Hybrid Vision Transformer and CNN for Leukemia Detection in Blood Smear Images
P Preethika, K Ananthajothi
Abstract
Leukemia, a life-threatening cancer of the blood and bone marrow, calls for rapid and precise diagnosis to improve patient survival outcomes. This study presents an innovative hybrid deep-learning model that collaborates with ViT and CNN for the automated detection of leukemia using microscopic blood smear images. Proposed ViT-CNN architecture takes advantage of ViT’s ability to capture global contextual features and CNN’s strength in extracting localized patterns, overcoming the limitations of traditional deep learning approaches. The methodology includes preprocessing and augmentation of blood smear images to enhance generalization.

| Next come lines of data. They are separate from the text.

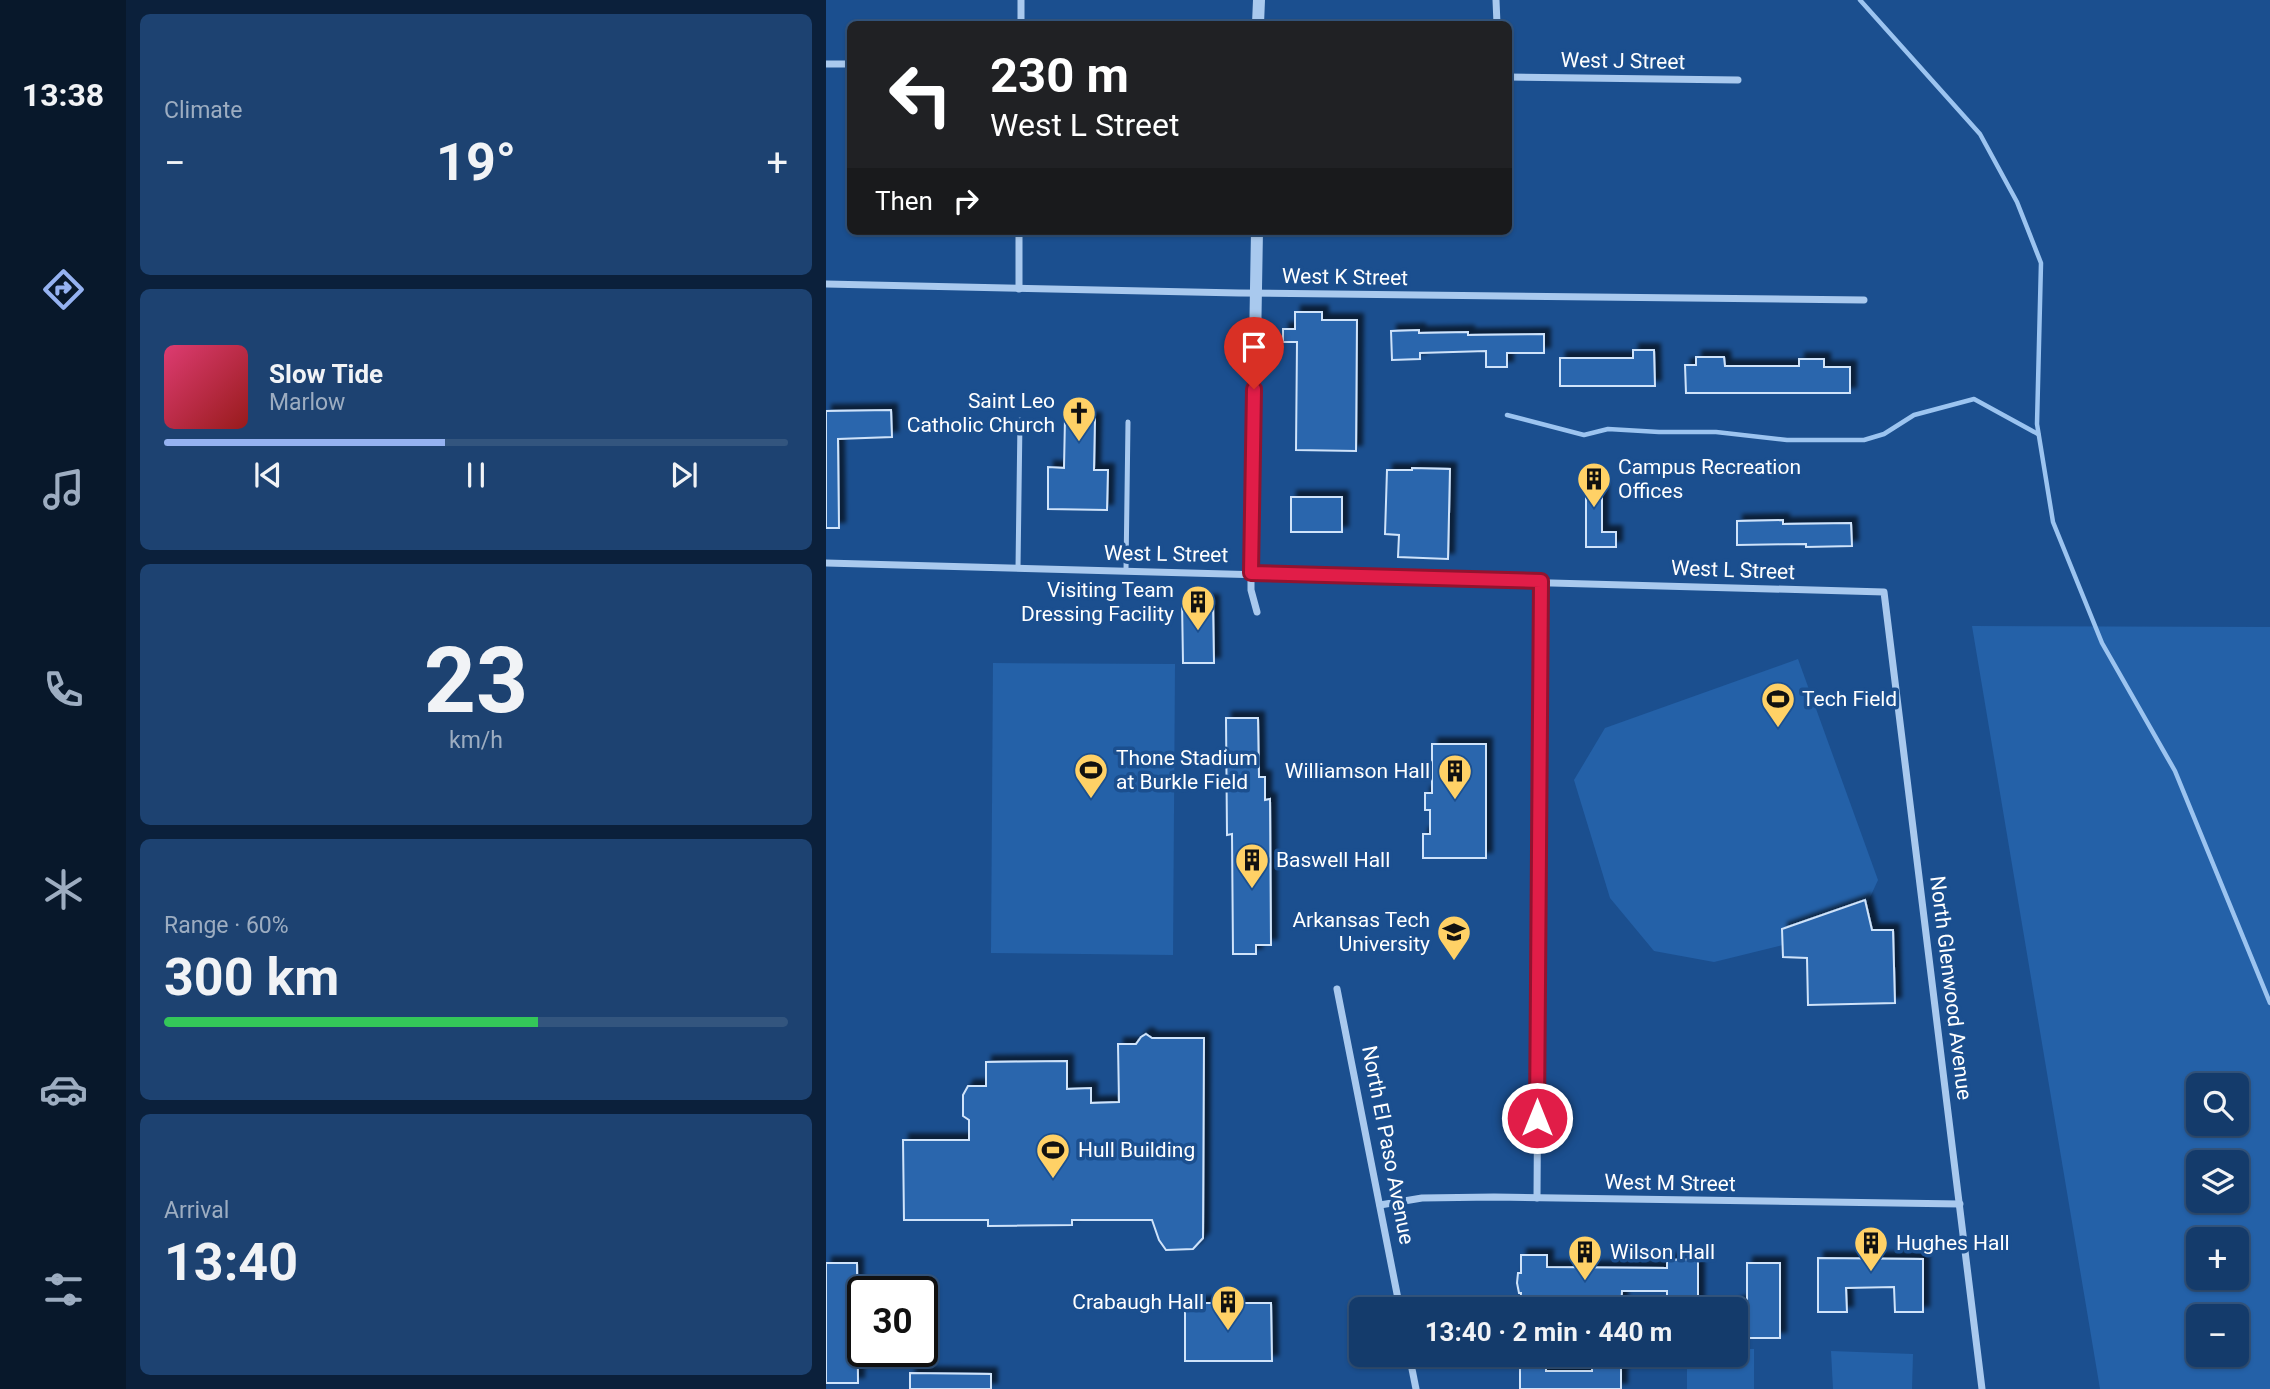 <!DOCTYPE html>
<meta charset="utf-8">
<style>
body{margin:0;font-family:Roboto,sans-serif;background:#1d4271;color:#f1f3f6;height:100vh;display:flex;flex-direction:column;font-size:26px;white-space:nowrap}
*{box-sizing:border-box;margin:0}
p{font-size:23px;color:#9dadc1}
.icon{flex:none;width:38px;height:38px;fill:none;stroke:currentColor;stroke-width:2;stroke-linecap:round;stroke-linejoin:round}
.map{position:relative;flex:1;overflow:hidden}
.side{display:flex;flex-direction:column;gap:14px;padding:14px;background:#0b203b;width:700px}
.side>*{flex:none}
.banner{position:absolute;left:21px;top:21px;width:665px;height:214px;border-radius:10px;box-shadow:0 2px 5px #0004,0 0 0 2px #33557e;background:#202124;color:#fff;overflow:hidden}
.fabs{position:absolute;left:1360px;top:1073px;display:grid;gap:14px}
.fabs a{display:grid;place-items:center;width:63px;height:63px;border-radius:10px;background:#143b6b;box-shadow:0 2px 5px #0004,0 0 0 2px #33557e;font-size:35px}
.speed{position:absolute;left:21px;top:1276px;display:flex;gap:14px;font-size:35px;font-weight:700;text-align:center}
.speed>*{display:grid;place-content:center;width:91px;height:91px;border-radius:50%;background:#143b6b;box-shadow:0 2px 5px #0004,0 0 0 2px #33557e;line-height:1}
.speed .limit{border:4px solid #111;border-radius:10px;background:#fff;color:#111}
.pin{position:absolute;display:grid;place-items:center;width:60px;height:60px;color:#fff;margin:-72px -30px;border-radius:50% 50% 50% 0;rotate:-45deg;box-shadow:0 0 7px #0007}
.pin .icon{rotate:45deg}
.me{position:absolute;width:77px;margin:-38px;rotate:0deg;stroke-linejoin:round;filter:drop-shadow(0 0 5px #0008)}
.turn{display:flex;align-items:center;gap:24px;height:147px;padding:0 28px;font-size:32px}
.turn .icon{width:91px;height:91px;stroke-width:2.5}
.turn b{display:block;font-size:49px;line-height:60px}
.then{display:flex;align-items:center;height:66px;padding:0 28px;background:#0003;gap:14px;font-size:26px}
.big{font-size:52px;font-weight:700;line-height:1.1}
.side .tile{flex:1;display:flex;flex-direction:column;justify-content:center;gap:10px;min-width:0;padding:0 24px;border-radius:10px;background:#1d4271}
.side .dial{align-items:center;gap:0}
.dial b{font-size:91px;line-height:1}
.song{display:flex;align-items:center;gap:21px}
.cover{width:84px;height:84px;border-radius:10px;background:linear-gradient(135deg,hsl(340 70% 55%),hsl(0 70% 35%))}
.played{height:7px;border-radius:4px;background:linear-gradient(90deg,#95b2f1 45%,#33557e 45%)}
.keys{display:flex;justify-content:space-around;direction:ltr}
.heat{display:flex;justify-content:space-between;align-items:center;font-size:38px;direction:ltr}
.charge{height:10px;border-radius:5px;background:linear-gradient(90deg,#34c759 60%,#33557e 0)}
.trip{position:absolute;left:523px;top:1297px;width:399px;height:70px;border-radius:10px;background:#143b6b;box-shadow:0 2px 5px #0004,0 0 0 2px #33557e;font-weight:700;line-height:70px;text-align:center}
main{display:flex;flex:1;min-height:0}
.dock{display:flex;flex-direction:column;width:126px;justify-content:space-around;align-items:center;background:#08182b;color:#9dadc1}
.dock .icon{width:49px;height:49px}
.dock .active{color:#95b2f1}
.dock b{font-size:32px;color:#f1f3f6}
.map>svg:first-child{display:block}
.green{fill:#2461a8;fill-rule:evenodd}
.lines{fill:none;stroke-linecap:round;stroke-linejoin:round}
.stream{stroke:#9cc4f0;stroke-width:4.5}
.building{fill:#2a66ad;stroke:#cfe3fa;stroke-width:2;filter:url(#shadow)}
.service{stroke:#a9c9ee;stroke-width:5}
.minor{stroke:#a9c9ee;stroke-width:7}
.tertiary{stroke:#a9c9ee;stroke-width:12}
.route-casing{stroke:#92132f;stroke-width:18}
.route{stroke:#e11d48;stroke-width:12}
.labels{text-anchor:middle;dominant-baseline:central;stroke-width:7;stroke-linejoin:round;paint-order:stroke}
.street-label{font-size:21px;fill:#fff;stroke:#1b4f8f}
.poi-label{font-size:21px;fill:#fff;stroke:#1b4f8f;text-anchor:start}
</style>
<main>
<nav class="dock">
<b>13:38</b>
<svg class="icon active" aria-label="directions" viewBox="0 0 24 24"><path d="M12 3l9 9-9 9-9-9zM9 14v-3h6M13 9l2 2-2 2"/></svg>
<svg class="icon" aria-label="music" viewBox="0 0 24 24"><path d="M9 18V5l10-2v13"/><circle cx="6" cy="18" r="3"/><circle cx="16" cy="16" r="3"/></svg>
<svg class="icon" aria-label="phone" viewBox="0 0 24 24"><path d="M5 4h4l2 5-3 2q2 4 5 5l2-3 5 2v4C11 20 4 13 5 4z"/></svg>
<svg class="icon" aria-label="climate" viewBox="0 0 24 24"><path d="M12 3v18M4 7l16 10M4 17L20 7"/></svg>
<svg class="icon" aria-label="car" viewBox="0 0 24 24"><path d="M5 17H2v-5l4-1 3-4h7l3 4 3 1v5h-3M9 17h6M6 11h13"/><circle cx="7" cy="17" r="2"/><circle cx="17" cy="17" r="2"/></svg>
<svg class="icon" aria-label="filters" viewBox="0 0 24 24"><path d="M4 7h16M4 17h16"/><circle cx="9" cy="7" r="2"/><circle cx="15" cy="17" r="2"/></svg>
</nav>
<section class="side">
<div class="tile"><p>Climate</p>
<div class="heat"><a>−</a><b class="big">19°</b><a>+</a></div>
</div>
<div class="tile">
<div class="song"><i class="cover"></i><div><b>Slow Tide</b><p>Marlow</p></div></div>
<div class="played"></div>
<div class="keys"><svg class="icon" aria-label="previous" viewBox="0 0 24 24"><path d="M18 5L8 12l10 7zM5 5v14"/></svg><svg class="icon" aria-label="pause" viewBox="0 0 24 24"><path d="M8 5v14M16 5v14"/></svg><svg class="icon" aria-label="next" viewBox="0 0 24 24"><path d="M6 5l10 7-10 7zM19 5v14"/></svg></div>
</div>
<div class="tile dial"><b>23</b><p>km/h</p></div>
<div class="tile"><p>Range · 60%</p><b class="big">300 km</b><div class="charge"></div></div>
<div class="tile"><p>Arrival</p><b class="big">13:40</b></div>
</section>
<div class="map">
<svg width="1444" height="1389" viewBox="0 0 1444 1389">
<defs>
<filter id="shadow"><feDropShadow dx="6" dy="-6" stdDeviation="2" flood-color="#0009"/></filter>
</defs>
<rect width="100%" height="100%" fill="#1b4f8f"/>
<g class="green">
<path d="M 1146,626 L 1444,627 L 1444,1389 L 1274,1389 ZM 1372,1085 L 1410,1085 L 1410,1124 L 1372,1124 ZM 1372,1162 L 1410,1162 L 1410,1200 L 1372,1200 ZM 1372,1239 L 1410,1239 L 1410,1278 L 1372,1278 ZM 1372,1316 L 1410,1316 L 1410,1354 L 1372,1354 Z"/>
<polygon points="972,659 1052,880 1040,906 973,941 888,962 828,951 784,898 748,780 779,728"/>
<polygon points="167,663 349,664 347,955 165,953"/>
<polygon points="910,1349 928,1349 928,1389 861,1389 861,1355 910,1354"/>
<polygon points="1005,1351 1087,1354 1086,1389 1007,1389"/>
</g>
<g class="lines">
<g class="stream">
<polyline points="1034,0 1154,134 1191,202 1215,263 1211,424 1227,522 1276,643 1349,771 1444,1003"/>
<polyline points="681,415 758,435 782,429 833,432 890,432 961,440 1038,440 1058,434 1088,415 1148,399 1212,434"/>
</g>
</g>
<g class="building">
<polygon points="469,312 496,312 496,320 531,320 530,451 470,450 471,342 457,342 457,329 469,329"/>
<polygon points="593,330 593,333 642,332 642,335 718,334 718,353 681,353 681,367 660,367 660,351 594,353 594,359 566,360 565,331"/>
<polygon points="807,350 828,350 829,386 734,386 734,358 807,358"/>
<polygon points="870,357 898,357 899,366 973,366 973,359 998,359 998,367 1024,367 1024,393 860,393 859,365 870,365"/>
<polygon points="65,410 66,437 12,439 13,528 0,528 0,411"/>
<polygon points="239,418 269,419 268,470 282,470 281,510 222,509 222,467 238,468"/>
<polygon points="586,468 624,469 622,559 572,557 573,535 559,534 561,470 586,470"/>
<polygon points="760,486 776,487 776,532 790,532 790,547 760,547"/>
<rect x="465" y="497" width="51" height="35"/>
<polygon points="957,520 957,524 1025,523 1026,546 980,547 980,544 911,545 911,521"/>
<polygon points="356,601 387,601 388,663 357,663"/>
<polygon points="400,718 432,718 433,777 439,777 439,800 444,799 445,945 430,945 430,954 407,954 406,834 401,835"/>
<polygon points="606,744 660,744 660,858 597,858 597,834 604,834 604,810 599,810 599,793 606,793"/>
<polygon points="1039,900 1046,930 1067,930 1069,1003 982,1005 981,958 957,957 956,929"/>
<polygon points="320,1034 326,1038 378,1038 377,1238 367,1249 340,1250 333,1240 326,1220 246,1220 246,1225 162,1226 162,1220 78,1220 77,1140 143,1140 143,1120 137,1116 137,1095 142,1086 160,1086 160,1062 241,1061 241,1089 265,1088 265,1103 293,1102 292,1044 310,1044 315,1037"/>
<polygon points="695,1255 721,1255 721,1267 841,1268 841,1260 872,1259 872,1309 841,1309 841,1291 796,1291 795,1309 767,1309 767,1299 721,1298 721,1309 694,1309 695,1293 693,1293 691,1283 692,1273 695,1273"/>
<polygon points="992,1258 1097,1259 1097,1312 1069,1312 1068,1287 1020,1288 1021,1312 992,1312"/>
<polygon points="0,1263 31,1263 32,1383 0,1383"/>
<polygon points="921,1263 954,1263 954,1338 910,1338 910,1303 921,1303"/>
<polygon points="359,1303 445,1303 446,1361 359,1361"/>
<polygon points="766,1354 795,1354 795,1389 694,1389 694,1359 720,1359 720,1371 766,1371"/>
<polygon points="84,1373 165,1374 165,1389 84,1389"/>
</g>
<g class="lines">
<g class="service">
<polyline points="192,568 194,420"/>
<polyline points="300,570 302,422"/>
</g>
<g class="minor">
<polyline points="670,0 671,24"/>
<polyline points="195,24 195,0"/>
<polyline points="0,64 24,64"/>
<polyline points="682,77 912,80"/>
<polyline points="0,284 413,293 1038,300"/>
<polyline points="193,289 193,231"/>
<polyline points="0,563 1058,592 1156,1389"/>
<polyline points="425,574 425,590 431,612"/>
<polyline points="511,989 574,1309"/>
<polyline points="711,1198 715,581"/>
<polyline points="554,1205 596,1198 668,1197 1134,1204"/>
<polyline points="583,1354 590,1389"/>
</g>
<g class="tertiary">
<polyline points="432,24 433,0"/>
<polyline points="425,574 431,231"/>
</g>
</g>
<g class="lines">
<g class="route-casing">
<polyline id="route" points="428,389 425,573 715,581 711,1118"/>
</g>
<use href="#route" class="route"/>
</g>
<defs>
<g id="church-pin" transform="scale(1.75)"><path d="M0 17L-7.5 6A9.5 9.5 0 1 1 7.5 6Z" fill="#ffd166" stroke="#1b4f8f"/><path d="M-1.2-6h2.4v3.5h3.3v2.4h-3.3V6h-2.4V-.1h-3.3v-2.4h3.3Z" fill="#111"/></g>
<g id="building-pin" transform="scale(1.75)"><path d="M0 17L-7.5 6A9.5 9.5 0 1 1 7.5 6Z" fill="#ffd166" stroke="#1b4f8f"/><path d="M-4-6H4V6H1V3H-1V6H-4ZM-2.5-4.3h1.7v1.8h-1.7ZM.8-4.3h1.7v1.8H.8ZM-2.5-1h1.7V.8h-1.7ZM.8-1h1.7V.8H.8Z" fill="#111"/></g>
<g id="stadium-pin" transform="scale(1.75)"><path d="M0 17L-7.5 6A9.5 9.5 0 1 1 7.5 6Z" fill="#ffd166" stroke="#1b4f8f"/><path d="M0-5a6.5 5 0 1 0 0 10a6.5 5 0 1 0 0-10ZM-3.5-1.8h7v3.6h-7Z" fill="#111"/></g>
<g id="university-pin" transform="scale(1.75)"><path d="M0 17L-7.5 6A9.5 9.5 0 1 1 7.5 6Z" fill="#ffd166" stroke="#1b4f8f"/><path d="M0-5L7-2L0 1L-7-2ZM-4 1L0 2.5L4 1V4Q0 6-4 4Z" fill="#111"/></g>
</defs>
<g fill-rule="evenodd">
<use href="#church-pin" x="253" y="413"/>
<use href="#building-pin" x="768" y="479"/>
<use href="#building-pin" x="372" y="602"/>
<use href="#stadium-pin" x="952" y="699"/>
<use href="#stadium-pin" x="265" y="770"/>
<use href="#building-pin" x="629" y="771"/>
<use href="#building-pin" x="426" y="860"/>
<use href="#university-pin" x="628" y="932"/>
<use href="#stadium-pin" x="227" y="1150"/>
<use href="#building-pin" x="1045" y="1243"/>
<use href="#building-pin" x="759" y="1252"/>
<use href="#building-pin" x="402" y="1302"/>
</g>
<g class="labels">
<g class="street-label">
<text transform="translate(797 61) rotate(1)">West J Street</text>
<text transform="translate(519 277) rotate(1)">West K Street</text>
<text transform="translate(340 554) rotate(1)">West L Street</text>
<text transform="translate(907 570) rotate(2)">West L Street</text>
<text transform="translate(1125 988) rotate(83)">North Glenwood Avenue</text>
<text transform="translate(562 1145) rotate(79)">North El Paso Avenue</text>
<text transform="translate(844 1183) rotate(1)">West M Street</text>
</g>
<g class="poi-label">
<text x="229" y="401" text-anchor="end">Saint Leo<tspan x="229" dy="24">Catholic Church</tspan></text>
<text x="792" y="467">Campus Recreation<tspan x="792" dy="24">Offices</tspan></text>
<text x="348" y="590" text-anchor="end">Visiting Team<tspan x="348" dy="24">Dressing Facility</tspan></text>
<text x="976" y="699">Tech Field</text>
<text x="290" y="758">Thone Stadium<tspan x="290" dy="24">at Burkle Field</tspan></text>
<text x="604" y="771" text-anchor="end">Williamson Hall</text>
<text x="450" y="860">Baswell Hall</text>
<text x="604" y="920" text-anchor="end">Arkansas Tech<tspan x="604" dy="24">University</tspan></text>
<text x="252" y="1150">Hull Building</text>
<text x="1070" y="1243">Hughes Hall</text>
<text x="784" y="1252">Wilson Hall</text>
<text x="378" y="1302" text-anchor="end">Crabaugh Hall</text>
</g>
</g>
</svg>
<div class="fabs">
<a><svg class="icon" aria-label="search" viewBox="0 0 24 24"><circle cx="10" cy="10" r="6"/><path d="M15 15l6 6"/></svg></a>
<a><svg class="icon" aria-label="layers" viewBox="0 0 24 24"><path d="M12 4l9 5-9 5-9-5zM3 14l9 5 9-5"/></svg></a>
<a>+</a>
<a>−</a>
</div>
<div class="speed"><div class="limit">30</div></div>
<div class="pin" style="left:428px;top:389px;background:#d93025"><svg class="icon" aria-label="arrive" viewBox="0 0 24 24"><path d="M6 21V4h12l-3 4 3 4H6"/></svg></div>
<svg class="me" style="left:711px;top:1118px" viewBox="-20 -20 40 40"><circle r="17" fill="#e11d48" stroke="#fff" stroke-width="3"/><path d="M0-11L8 9 0 5-8 9z" fill="#fff"/></svg>
<div class="trip">13:40 · 2 min · 440 m</div>
<div class="banner">
<div class="turn"><svg class="icon" aria-label="left" viewBox="0 0 24 24"><path d="M17 20v-9H6M10 6l-5 5 5 5"/></svg><div><b>230 m</b>West L Street</div></div>
<div class="then">Then<svg class="icon" aria-label="right" viewBox="0 0 24 24"><path d="M7 20v-9h11M14 6l5 5-5 5"/></svg></div>
</div>
</div>
</main>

ViT segments the images into patches, embeds them into a high-dimensional space, and utilizes a transformer encoder to capture long-range dependencies. CNN layers further refine these embeddings to emphasize localized features critical for accurate classification, distinguishing between acute lymphoblastic leukemia, acute myeloid leukemia, and healthy cells. AdamW optimizer with weight decay ensures efficient training convergence and mitigates overfitting. Experimental validation in publicly available data sets (ALL-IDB1 and ALL-IDB2) demonstrates the superior performance of the model, achieving a classification accuracy of 97.4%, outperforming state-of-the-art architectures such as EfficientNet and ResNet. The hybrid model shows exceptional robustness to image variability, highlighting its potential for real-time clinical applications. By automating the diagnostic process, the proposed approach addresses the limitations of manual microscopy reviews, including labor intensity and human error. This research underscores the trans-formative potential of hybrid architectures in medical diagnostics, particularly for complex image-based diseases. Future work will focus on expanding datasets, optimizing computational efficiency, and exploring large-scale clinical integration to advance AI-driven healthcare solutions.